Time stretches to enable you, when intentions become actions, I’ve learned. Accommodating what we need or want in a schedule isn’t an obstacle of time, but willingness. Self-care goes through phases and I’ve come to know when it slips, as the right time to shift into a new routine. Changes in life had motivated me to be more productive, though I was exhausted. Self-care kept going ignored. I’d adapted my day to include something new, and the activities that I know help me thrive, had become neglected. This often happens when something new is taken on. Self-care is not something I can afford to ignore. I’ve journalled and meditated for years; perhaps the place it fell in my day was key.
I looked at my day and there was a gap after home/garden work, home educating and writing, before I needed to prepare the family dinner. I rolled out the mat, changed clothes and did some yin yoga. The next day I played drum while meditating. I know environment is part of it. That’s why fitness gear and musical instruments occupy a corner of the living room and I cleared away a few things to make more space. It’s only been a few weeks and I’m feeling better. There are days I simply drum or journal on the mat with ambient music. It flows better, with less friction and I’m enjoying it in different ways to before. The space and tools are to hand, it falls into the same place in my day and because it’s a lifelong habit adjusted; decision-making has been removed almost entirely.
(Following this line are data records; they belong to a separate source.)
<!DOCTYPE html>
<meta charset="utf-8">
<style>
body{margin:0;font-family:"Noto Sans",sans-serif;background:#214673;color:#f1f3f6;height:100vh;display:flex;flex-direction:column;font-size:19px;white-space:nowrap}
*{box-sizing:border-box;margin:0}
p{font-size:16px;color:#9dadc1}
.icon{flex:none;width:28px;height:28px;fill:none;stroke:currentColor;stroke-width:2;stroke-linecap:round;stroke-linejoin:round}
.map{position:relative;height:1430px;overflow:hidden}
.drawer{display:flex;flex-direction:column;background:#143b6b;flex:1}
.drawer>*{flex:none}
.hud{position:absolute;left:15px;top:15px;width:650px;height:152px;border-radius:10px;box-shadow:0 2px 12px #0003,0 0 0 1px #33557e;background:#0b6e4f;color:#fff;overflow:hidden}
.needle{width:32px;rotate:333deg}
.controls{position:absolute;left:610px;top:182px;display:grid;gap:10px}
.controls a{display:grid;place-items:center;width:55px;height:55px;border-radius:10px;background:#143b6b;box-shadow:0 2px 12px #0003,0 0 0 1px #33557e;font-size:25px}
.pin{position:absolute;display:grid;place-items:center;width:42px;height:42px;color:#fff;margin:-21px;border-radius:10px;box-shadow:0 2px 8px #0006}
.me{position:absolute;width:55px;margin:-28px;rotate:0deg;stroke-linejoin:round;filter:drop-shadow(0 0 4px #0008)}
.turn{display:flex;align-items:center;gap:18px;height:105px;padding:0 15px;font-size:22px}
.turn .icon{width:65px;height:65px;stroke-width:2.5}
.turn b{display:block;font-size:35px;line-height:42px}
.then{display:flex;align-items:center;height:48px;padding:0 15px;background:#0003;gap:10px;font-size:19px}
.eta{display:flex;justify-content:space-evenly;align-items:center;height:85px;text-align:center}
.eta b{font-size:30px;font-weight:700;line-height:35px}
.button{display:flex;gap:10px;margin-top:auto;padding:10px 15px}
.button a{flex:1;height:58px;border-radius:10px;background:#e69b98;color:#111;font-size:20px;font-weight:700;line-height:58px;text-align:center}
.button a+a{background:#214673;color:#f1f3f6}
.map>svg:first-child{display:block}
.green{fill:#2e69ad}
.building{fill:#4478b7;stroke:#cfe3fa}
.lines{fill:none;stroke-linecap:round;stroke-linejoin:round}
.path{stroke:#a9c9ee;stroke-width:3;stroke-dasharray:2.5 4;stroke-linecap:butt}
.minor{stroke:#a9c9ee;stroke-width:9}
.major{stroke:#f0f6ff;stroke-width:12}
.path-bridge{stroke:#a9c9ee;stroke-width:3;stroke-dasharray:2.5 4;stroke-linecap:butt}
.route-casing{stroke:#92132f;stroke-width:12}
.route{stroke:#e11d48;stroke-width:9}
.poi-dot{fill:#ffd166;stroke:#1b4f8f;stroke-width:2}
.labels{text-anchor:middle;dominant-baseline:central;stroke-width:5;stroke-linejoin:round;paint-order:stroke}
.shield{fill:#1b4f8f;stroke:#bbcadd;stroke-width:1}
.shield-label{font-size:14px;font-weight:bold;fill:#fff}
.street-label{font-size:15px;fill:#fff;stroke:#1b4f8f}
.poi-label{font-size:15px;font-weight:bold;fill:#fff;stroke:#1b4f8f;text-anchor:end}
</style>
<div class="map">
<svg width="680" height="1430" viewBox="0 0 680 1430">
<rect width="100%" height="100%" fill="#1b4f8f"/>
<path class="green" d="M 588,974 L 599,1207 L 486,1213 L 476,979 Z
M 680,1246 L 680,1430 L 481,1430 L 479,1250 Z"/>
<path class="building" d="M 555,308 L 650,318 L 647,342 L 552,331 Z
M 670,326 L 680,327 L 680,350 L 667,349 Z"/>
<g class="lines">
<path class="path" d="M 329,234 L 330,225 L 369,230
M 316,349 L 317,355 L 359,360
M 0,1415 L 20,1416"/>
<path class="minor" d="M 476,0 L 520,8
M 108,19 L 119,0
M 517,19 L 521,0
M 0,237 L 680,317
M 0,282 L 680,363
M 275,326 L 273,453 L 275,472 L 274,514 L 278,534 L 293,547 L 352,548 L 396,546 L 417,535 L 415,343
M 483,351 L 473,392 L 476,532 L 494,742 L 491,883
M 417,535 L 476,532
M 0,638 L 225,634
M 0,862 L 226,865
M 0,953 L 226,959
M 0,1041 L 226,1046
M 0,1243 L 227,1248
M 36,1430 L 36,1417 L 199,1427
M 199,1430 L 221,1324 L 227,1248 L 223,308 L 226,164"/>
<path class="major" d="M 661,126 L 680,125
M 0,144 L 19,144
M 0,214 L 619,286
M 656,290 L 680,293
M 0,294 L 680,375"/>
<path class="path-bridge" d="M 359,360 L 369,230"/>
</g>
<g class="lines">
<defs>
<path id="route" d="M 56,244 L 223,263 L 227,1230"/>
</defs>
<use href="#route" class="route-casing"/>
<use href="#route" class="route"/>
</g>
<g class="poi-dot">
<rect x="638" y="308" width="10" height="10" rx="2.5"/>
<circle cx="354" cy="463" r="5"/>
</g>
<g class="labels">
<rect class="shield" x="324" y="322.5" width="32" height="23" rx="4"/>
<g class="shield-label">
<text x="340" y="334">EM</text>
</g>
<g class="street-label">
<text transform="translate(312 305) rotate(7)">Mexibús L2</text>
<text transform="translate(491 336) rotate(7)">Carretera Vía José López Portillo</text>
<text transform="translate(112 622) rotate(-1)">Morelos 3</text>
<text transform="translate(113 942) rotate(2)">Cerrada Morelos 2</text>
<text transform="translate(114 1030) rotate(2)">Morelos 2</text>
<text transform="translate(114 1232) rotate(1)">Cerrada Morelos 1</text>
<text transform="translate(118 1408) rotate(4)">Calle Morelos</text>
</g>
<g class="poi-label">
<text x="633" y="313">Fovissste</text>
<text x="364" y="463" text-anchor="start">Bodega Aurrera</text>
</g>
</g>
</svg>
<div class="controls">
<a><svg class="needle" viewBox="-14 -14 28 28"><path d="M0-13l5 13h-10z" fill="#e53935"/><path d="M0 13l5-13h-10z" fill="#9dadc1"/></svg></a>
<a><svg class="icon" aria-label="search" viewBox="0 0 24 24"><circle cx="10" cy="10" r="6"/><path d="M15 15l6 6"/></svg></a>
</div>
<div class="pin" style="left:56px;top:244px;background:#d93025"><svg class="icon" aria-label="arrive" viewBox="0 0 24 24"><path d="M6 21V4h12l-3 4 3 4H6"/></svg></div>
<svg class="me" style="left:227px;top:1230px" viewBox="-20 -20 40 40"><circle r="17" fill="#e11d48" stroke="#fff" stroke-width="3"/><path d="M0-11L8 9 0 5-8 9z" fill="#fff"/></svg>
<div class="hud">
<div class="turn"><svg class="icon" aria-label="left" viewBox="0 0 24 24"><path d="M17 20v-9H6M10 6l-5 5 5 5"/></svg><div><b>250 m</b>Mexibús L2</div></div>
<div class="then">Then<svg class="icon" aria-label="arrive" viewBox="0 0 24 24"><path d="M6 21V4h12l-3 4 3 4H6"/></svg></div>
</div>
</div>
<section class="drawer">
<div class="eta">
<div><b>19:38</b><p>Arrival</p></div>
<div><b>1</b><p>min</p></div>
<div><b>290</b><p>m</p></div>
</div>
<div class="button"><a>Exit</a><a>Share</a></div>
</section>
The opportunity to meet in person and chat is another form of self-care. Studies prove that human contact, both in physical touch and with conversation, helps boost wellbeing. That’s why I’ve set up community groups that meet regularly. Talking to others we can share things we’ve seen, places we’ve been, what we’re reading or listening to. Anything new we’re trying out, what’s working (and what isn’t). Other’s experiences, challenges and progress can inspire and encourage us. It feels more authentic in person; things shared are treasured more.